Drew waved at me from a table to the left of the door of a cavernous faux-Milano place on Little Collins Street where the staff fawned on regulars and made others feel like they’d gatecrashed a private function.
    I went over and sat on an uncomfortable chair. ‘Not proving easy,’ I said.
    ‘Nothing of worth in life is easy,’ said Drew. ‘Why is that, do you think?’
    ‘I don’t think.’ I looked around at the lunchtimers, mostly men in dark suits, hard voices, eyes that darted. ‘I’ll give you a why. This place?’
    ‘Convenience. I’m making a house call nearby on a colleague who finds himself in an awkward position. Drugwise.’
    ‘Not the colleague seen after midnight helping the staff of McDonald’s? Using the fat straws to vacuum a tabletop?’

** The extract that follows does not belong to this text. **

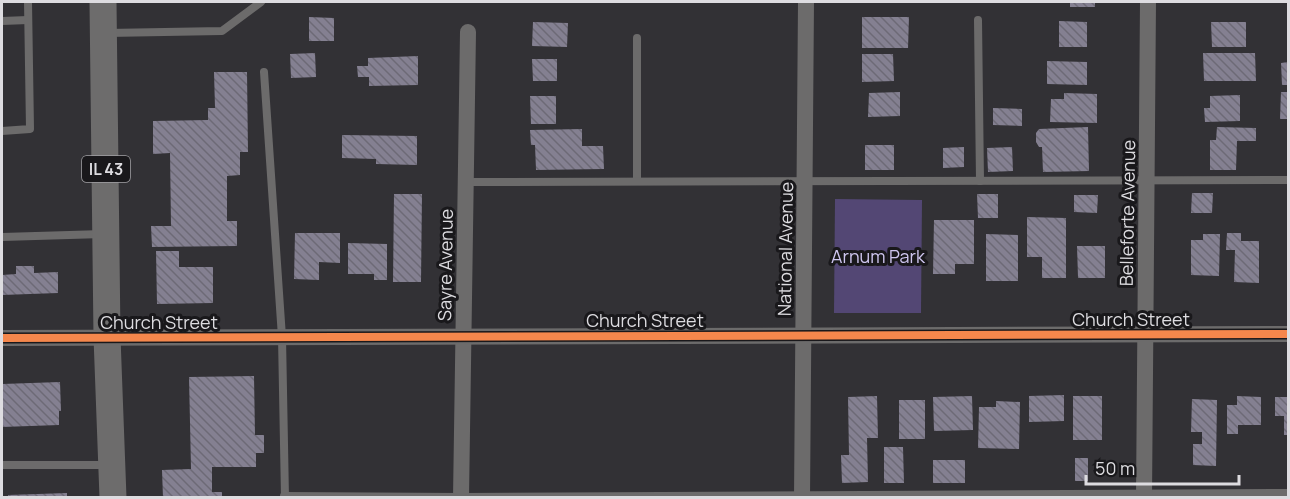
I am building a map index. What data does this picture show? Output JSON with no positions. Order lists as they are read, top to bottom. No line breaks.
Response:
{"streets":{"main road":["IL 43"],"street":["Belleforte Avenue","National Avenue","Sayre Avenue","Church Street"]},"crossings":[["IL 43","Church Street"],["Belleforte Avenue","Church Street"],["National Avenue","Church Street"],["Sayre Avenue","Church Street"]],"parks":["Arnum Park"],"scale_bar":"50 m"}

    Drew ran a fingertip over his upper lip, appraised me. ‘Becoming more in touch with the world,’ he said. ‘I’m not sure that’s a good thing.’
    ‘I agree. I liked the old naive me more. I plan to revert.’
    ‘Unfortunately,’ said Drew, ‘naivete never comes back. Like virginity and that feeling of your first tongue kiss.’
    He caught a waiter’s eye before the man could look away and pointed at the menu. Insulted, the balded one slid over and took out his pad. We ordered from the fixed-price menu, two courses and a glass of wine. The man’s demeanour suggested that we were cheating, like rich tourists lining up with the homeless at a soup kitchen.
    ‘And the red,’ said Drew. ‘Recommend it?’
    The waiter shrugged. ‘It’s red, it’s wine,’ he said. His eyes were elsewhere.